(DATA FOR REVIEW begins)

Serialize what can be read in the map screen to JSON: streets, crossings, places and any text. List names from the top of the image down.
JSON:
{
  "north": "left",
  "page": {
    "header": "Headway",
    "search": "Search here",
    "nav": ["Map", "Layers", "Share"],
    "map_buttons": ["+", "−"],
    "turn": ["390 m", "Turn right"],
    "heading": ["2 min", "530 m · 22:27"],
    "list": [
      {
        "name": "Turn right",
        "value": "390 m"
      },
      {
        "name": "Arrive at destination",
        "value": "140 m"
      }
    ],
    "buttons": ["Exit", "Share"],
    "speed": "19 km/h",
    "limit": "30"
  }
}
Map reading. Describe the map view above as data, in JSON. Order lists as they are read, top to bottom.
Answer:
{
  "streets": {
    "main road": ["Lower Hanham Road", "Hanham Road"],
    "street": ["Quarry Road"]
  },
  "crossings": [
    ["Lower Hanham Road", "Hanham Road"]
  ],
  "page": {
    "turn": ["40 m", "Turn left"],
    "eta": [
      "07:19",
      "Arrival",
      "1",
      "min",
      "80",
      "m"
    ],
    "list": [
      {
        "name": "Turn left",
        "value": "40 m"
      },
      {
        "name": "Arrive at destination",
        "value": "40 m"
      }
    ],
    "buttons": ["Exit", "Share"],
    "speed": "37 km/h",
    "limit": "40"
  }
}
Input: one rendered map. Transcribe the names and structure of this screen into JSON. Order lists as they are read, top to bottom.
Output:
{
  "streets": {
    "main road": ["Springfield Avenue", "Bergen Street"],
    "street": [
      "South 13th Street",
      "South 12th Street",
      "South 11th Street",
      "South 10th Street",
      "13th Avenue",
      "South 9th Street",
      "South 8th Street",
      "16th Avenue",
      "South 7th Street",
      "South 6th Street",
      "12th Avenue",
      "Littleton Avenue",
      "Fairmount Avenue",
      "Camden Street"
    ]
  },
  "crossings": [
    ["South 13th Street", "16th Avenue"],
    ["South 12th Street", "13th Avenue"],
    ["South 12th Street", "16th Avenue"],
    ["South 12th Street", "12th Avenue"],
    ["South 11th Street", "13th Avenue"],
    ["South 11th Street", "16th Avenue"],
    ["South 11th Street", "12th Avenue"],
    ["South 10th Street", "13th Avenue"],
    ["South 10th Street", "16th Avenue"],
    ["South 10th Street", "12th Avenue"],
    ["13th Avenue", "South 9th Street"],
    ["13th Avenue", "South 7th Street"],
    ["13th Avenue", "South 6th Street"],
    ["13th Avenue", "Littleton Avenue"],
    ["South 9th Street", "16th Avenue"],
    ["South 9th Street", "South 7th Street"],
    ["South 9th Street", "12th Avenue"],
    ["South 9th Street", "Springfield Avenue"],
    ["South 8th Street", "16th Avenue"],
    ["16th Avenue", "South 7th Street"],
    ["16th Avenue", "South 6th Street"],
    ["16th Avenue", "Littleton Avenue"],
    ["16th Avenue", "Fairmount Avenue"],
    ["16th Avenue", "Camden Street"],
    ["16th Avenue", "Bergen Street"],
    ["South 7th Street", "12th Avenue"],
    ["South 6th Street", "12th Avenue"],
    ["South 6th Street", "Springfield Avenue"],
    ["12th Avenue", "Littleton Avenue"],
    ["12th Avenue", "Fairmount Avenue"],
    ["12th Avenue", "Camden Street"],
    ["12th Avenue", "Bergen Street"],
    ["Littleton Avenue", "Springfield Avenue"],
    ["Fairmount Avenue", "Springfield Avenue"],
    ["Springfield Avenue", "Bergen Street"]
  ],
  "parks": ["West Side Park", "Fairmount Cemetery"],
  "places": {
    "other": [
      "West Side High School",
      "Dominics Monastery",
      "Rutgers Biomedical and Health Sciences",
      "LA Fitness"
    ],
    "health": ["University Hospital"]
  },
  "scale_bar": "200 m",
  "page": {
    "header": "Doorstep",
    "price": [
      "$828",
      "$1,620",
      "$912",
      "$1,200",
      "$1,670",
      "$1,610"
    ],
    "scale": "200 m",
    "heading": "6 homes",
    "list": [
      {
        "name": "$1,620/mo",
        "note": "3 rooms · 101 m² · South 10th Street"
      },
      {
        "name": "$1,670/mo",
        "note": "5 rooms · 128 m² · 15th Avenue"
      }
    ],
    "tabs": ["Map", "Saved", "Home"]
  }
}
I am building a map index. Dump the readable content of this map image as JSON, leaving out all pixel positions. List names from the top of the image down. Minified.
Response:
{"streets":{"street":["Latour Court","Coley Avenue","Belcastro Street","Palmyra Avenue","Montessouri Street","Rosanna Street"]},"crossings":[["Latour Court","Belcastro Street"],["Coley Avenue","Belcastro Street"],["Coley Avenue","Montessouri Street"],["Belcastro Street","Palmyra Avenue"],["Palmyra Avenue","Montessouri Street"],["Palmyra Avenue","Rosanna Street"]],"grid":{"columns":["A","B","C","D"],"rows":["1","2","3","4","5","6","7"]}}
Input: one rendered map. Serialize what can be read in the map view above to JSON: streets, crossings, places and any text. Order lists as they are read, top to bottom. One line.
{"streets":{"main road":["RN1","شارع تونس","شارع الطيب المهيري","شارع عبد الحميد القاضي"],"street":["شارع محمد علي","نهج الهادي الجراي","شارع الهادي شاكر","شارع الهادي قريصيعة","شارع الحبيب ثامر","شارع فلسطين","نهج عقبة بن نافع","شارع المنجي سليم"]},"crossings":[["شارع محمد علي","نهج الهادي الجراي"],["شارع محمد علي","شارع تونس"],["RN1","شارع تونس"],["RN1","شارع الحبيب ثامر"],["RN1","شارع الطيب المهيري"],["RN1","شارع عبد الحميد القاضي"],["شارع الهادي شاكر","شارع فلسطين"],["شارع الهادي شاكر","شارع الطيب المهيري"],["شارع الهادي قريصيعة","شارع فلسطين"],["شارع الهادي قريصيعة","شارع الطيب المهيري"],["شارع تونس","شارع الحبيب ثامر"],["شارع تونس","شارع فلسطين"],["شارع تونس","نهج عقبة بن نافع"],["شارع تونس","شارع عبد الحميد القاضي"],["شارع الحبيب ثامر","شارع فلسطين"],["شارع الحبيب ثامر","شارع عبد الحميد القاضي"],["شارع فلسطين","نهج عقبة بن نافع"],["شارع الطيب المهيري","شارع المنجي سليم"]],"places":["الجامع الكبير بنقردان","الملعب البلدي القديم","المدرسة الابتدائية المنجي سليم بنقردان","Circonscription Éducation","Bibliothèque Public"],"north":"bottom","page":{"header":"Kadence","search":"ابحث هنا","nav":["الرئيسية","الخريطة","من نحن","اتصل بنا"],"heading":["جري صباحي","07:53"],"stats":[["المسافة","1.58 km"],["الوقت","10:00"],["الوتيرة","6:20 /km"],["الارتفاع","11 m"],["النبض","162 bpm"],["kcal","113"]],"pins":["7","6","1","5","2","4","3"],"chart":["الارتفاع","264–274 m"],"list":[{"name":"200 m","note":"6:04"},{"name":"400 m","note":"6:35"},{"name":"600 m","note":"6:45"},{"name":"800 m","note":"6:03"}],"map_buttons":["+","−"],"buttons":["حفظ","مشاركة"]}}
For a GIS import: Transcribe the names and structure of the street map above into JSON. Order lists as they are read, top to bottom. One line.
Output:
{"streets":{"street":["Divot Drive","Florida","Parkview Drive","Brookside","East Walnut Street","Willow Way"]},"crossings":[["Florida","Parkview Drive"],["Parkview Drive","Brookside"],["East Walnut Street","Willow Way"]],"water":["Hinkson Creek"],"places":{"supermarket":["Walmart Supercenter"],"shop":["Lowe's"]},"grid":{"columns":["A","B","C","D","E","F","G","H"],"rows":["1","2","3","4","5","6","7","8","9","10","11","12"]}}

(DATA FOR REVIEW ends)

The answer must be the complete set of entries, retyped exactly.

Serialize what can be read in the map screen to JSON: streets, crossings, places and any text. List names from the top of the image down.
JSON:
{
  "north": "left",
  "page": {
    "header": "Headway",
    "search": "Search here",
    "nav": ["Map", "Layers", "Share"],
    "map_buttons": ["+", "−"],
    "turn": ["390 m", "Turn right"],
    "heading": ["2 min", "530 m · 22:27"],
    "list": [
      {
        "name": "Turn right",
        "value": "390 m"
      },
      {
        "name": "Arrive at destination",
        "value": "140 m"
      }
    ],
    "buttons": ["Exit", "Share"],
    "speed": "19 km/h",
    "limit": "30"
  }
}
Map reading. Describe the map view above as data, in JSON. Order lists as they are read, top to bottom.
Answer:
{
  "streets": {
    "main road": ["Lower Hanham Road", "Hanham Road"],
    "street": ["Quarry Road"]
  },
  "crossings": [
    ["Lower Hanham Road", "Hanham Road"]
  ],
  "page": {
    "turn": ["40 m", "Turn left"],
    "eta": [
      "07:19",
      "Arrival",
      "1",
      "min",
      "80",
      "m"
    ],
    "list": [
      {
        "name": "Turn left",
        "value": "40 m"
      },
      {
        "name": "Arrive at destination",
        "value": "40 m"
      }
    ],
    "buttons": ["Exit", "Share"],
    "speed": "37 km/h",
    "limit": "40"
  }
}
Input: one rendered map. Transcribe the names and structure of this screen into JSON. Order lists as they are read, top to bottom.
Output:
{
  "streets": {
    "main road": ["Springfield Avenue", "Bergen Street"],
    "street": [
      "South 13th Street",
      "South 12th Street",
      "South 11th Street",
      "South 10th Street",
      "13th Avenue",
      "South 9th Street",
      "South 8th Street",
      "16th Avenue",
      "South 7th Street",
      "South 6th Street",
      "12th Avenue",
      "Littleton Avenue",
      "Fairmount Avenue",
      "Camden Street"
    ]
  },
  "crossings": [
    ["South 13th Street", "16th Avenue"],
    ["South 12th Street", "13th Avenue"],
    ["South 12th Street", "16th Avenue"],
    ["South 12th Street", "12th Avenue"],
    ["South 11th Street", "13th Avenue"],
    ["South 11th Street", "16th Avenue"],
    ["South 11th Street", "12th Avenue"],
    ["South 10th Street", "13th Avenue"],
    ["South 10th Street", "16th Avenue"],
    ["South 10th Street", "12th Avenue"],
    ["13th Avenue", "South 9th Street"],
    ["13th Avenue", "South 7th Street"],
    ["13th Avenue", "South 6th Street"],
    ["13th Avenue", "Littleton Avenue"],
    ["South 9th Street", "16th Avenue"],
    ["South 9th Street", "South 7th Street"],
    ["South 9th Street", "12th Avenue"],
    ["South 9th Street", "Springfield Avenue"],
    ["South 8th Street", "16th Avenue"],
    ["16th Avenue", "South 7th Street"],
    ["16th Avenue", "South 6th Street"],
    ["16th Avenue", "Littleton Avenue"],
    ["16th Avenue", "Fairmount Avenue"],
    ["16th Avenue", "Camden Street"],
    ["16th Avenue", "Bergen Street"],
    ["South 7th Street", "12th Avenue"],
    ["South 6th Street", "12th Avenue"],
    ["South 6th Street", "Springfield Avenue"],
    ["12th Avenue", "Littleton Avenue"],
    ["12th Avenue", "Fairmount Avenue"],
    ["12th Avenue", "Camden Street"],
    ["12th Avenue", "Bergen Street"],
    ["Littleton Avenue", "Springfield Avenue"],
    ["Fairmount Avenue", "Springfield Avenue"],
    ["Springfield Avenue", "Bergen Street"]
  ],
  "parks": ["West Side Park", "Fairmount Cemetery"],
  "places": {
    "other": [
      "West Side High School",
      "Dominics Monastery",
      "Rutgers Biomedical and Health Sciences",
      "LA Fitness"
    ],
    "health": ["University Hospital"]
  },
  "scale_bar": "200 m",
  "page": {
    "header": "Doorstep",
    "price": [
      "$828",
      "$1,620",
      "$912",
      "$1,200",
      "$1,670",
      "$1,610"
    ],
    "scale": "200 m",
    "heading": "6 homes",
    "list": [
      {
        "name": "$1,620/mo",
        "note": "3 rooms · 101 m² · South 10th Street"
      },
      {
        "name": "$1,670/mo",
        "note": "5 rooms · 128 m² · 15th Avenue"
      }
    ],
    "tabs": ["Map", "Saved", "Home"]
  }
}
I am building a map index. Dump the readable content of this map image as JSON, leaving out all pixel positions. List names from the top of the image down. Minified.
Response:
{"streets":{"street":["Latour Court","Coley Avenue","Belcastro Street","Palmyra Avenue","Montessouri Street","Rosanna Street"]},"crossings":[["Latour Court","Belcastro Street"],["Coley Avenue","Belcastro Street"],["Coley Avenue","Montessouri Street"],["Belcastro Street","Palmyra Avenue"],["Palmyra Avenue","Montessouri Street"],["Palmyra Avenue","Rosanna Street"]],"grid":{"columns":["A","B","C","D"],"rows":["1","2","3","4","5","6","7"]}}
Input: one rendered map. Serialize what can be read in the map view above to JSON: streets, crossings, places and any text. Order lists as they are read, top to bottom. One line.
{"streets":{"main road":["RN1","شارع تونس","شارع الطيب المهيري","شارع عبد الحميد القاضي"],"street":["شارع محمد علي","نهج الهادي الجراي","شارع الهادي شاكر","شارع الهادي قريصيعة","شارع الحبيب ثامر","شارع فلسطين","نهج عقبة بن نافع","شارع المنجي سليم"]},"crossings":[["شارع محمد علي","نهج الهادي الجراي"],["شارع محمد علي","شارع تونس"],["RN1","شارع تونس"],["RN1","شارع الحبيب ثامر"],["RN1","شارع الطيب المهيري"],["RN1","شارع عبد الحميد القاضي"],["شارع الهادي شاكر","شارع فلسطين"],["شارع الهادي شاكر","شارع الطيب المهيري"],["شارع الهادي قريصيعة","شارع فلسطين"],["شارع الهادي قريصيعة","شارع الطيب المهيري"],["شارع تونس","شارع الحبيب ثامر"],["شارع تونس","شارع فلسطين"],["شارع تونس","نهج عقبة بن نافع"],["شارع تونس","شارع عبد الحميد القاضي"],["شارع الحبيب ثامر","شارع فلسطين"],["شارع الحبيب ثامر","شارع عبد الحميد القاضي"],["شارع فلسطين","نهج عقبة بن نافع"],["شارع الطيب المهيري","شارع المنجي سليم"]],"places":["الجامع الكبير بنقردان","الملعب البلدي القديم","المدرسة الابتدائية المنجي سليم بنقردان","Circonscription Éducation","Bibliothèque Public"],"north":"bottom","page":{"header":"Kadence","search":"ابحث هنا","nav":["الرئيسية","الخريطة","من نحن","اتصل بنا"],"heading":["جري صباحي","07:53"],"stats":[["المسافة","1.58 km"],["الوقت","10:00"],["الوتيرة","6:20 /km"],["الارتفاع","11 m"],["النبض","162 bpm"],["kcal","113"]],"pins":["7","6","1","5","2","4","3"],"chart":["الارتفاع","264–274 m"],"list":[{"name":"200 m","note":"6:04"},{"name":"400 m","note":"6:35"},{"name":"600 m","note":"6:45"},{"name":"800 m","note":"6:03"}],"map_buttons":["+","−"],"buttons":["حفظ","مشاركة"]}}
For a GIS import: Transcribe the names and structure of the street map above into JSON. Order lists as they are read, top to bottom. One line.
Output:
{"streets":{"street":["Divot Drive","Florida","Parkview Drive","Brookside","East Walnut Street","Willow Way"]},"crossings":[["Florida","Parkview Drive"],["Parkview Drive","Brookside"],["East Walnut Street","Willow Way"]],"water":["Hinkson Creek"],"places":{"supermarket":["Walmart Supercenter"],"shop":["Lowe's"]},"grid":{"columns":["A","B","C","D","E","F","G","H"],"rows":["1","2","3","4","5","6","7","8","9","10","11","12"]}}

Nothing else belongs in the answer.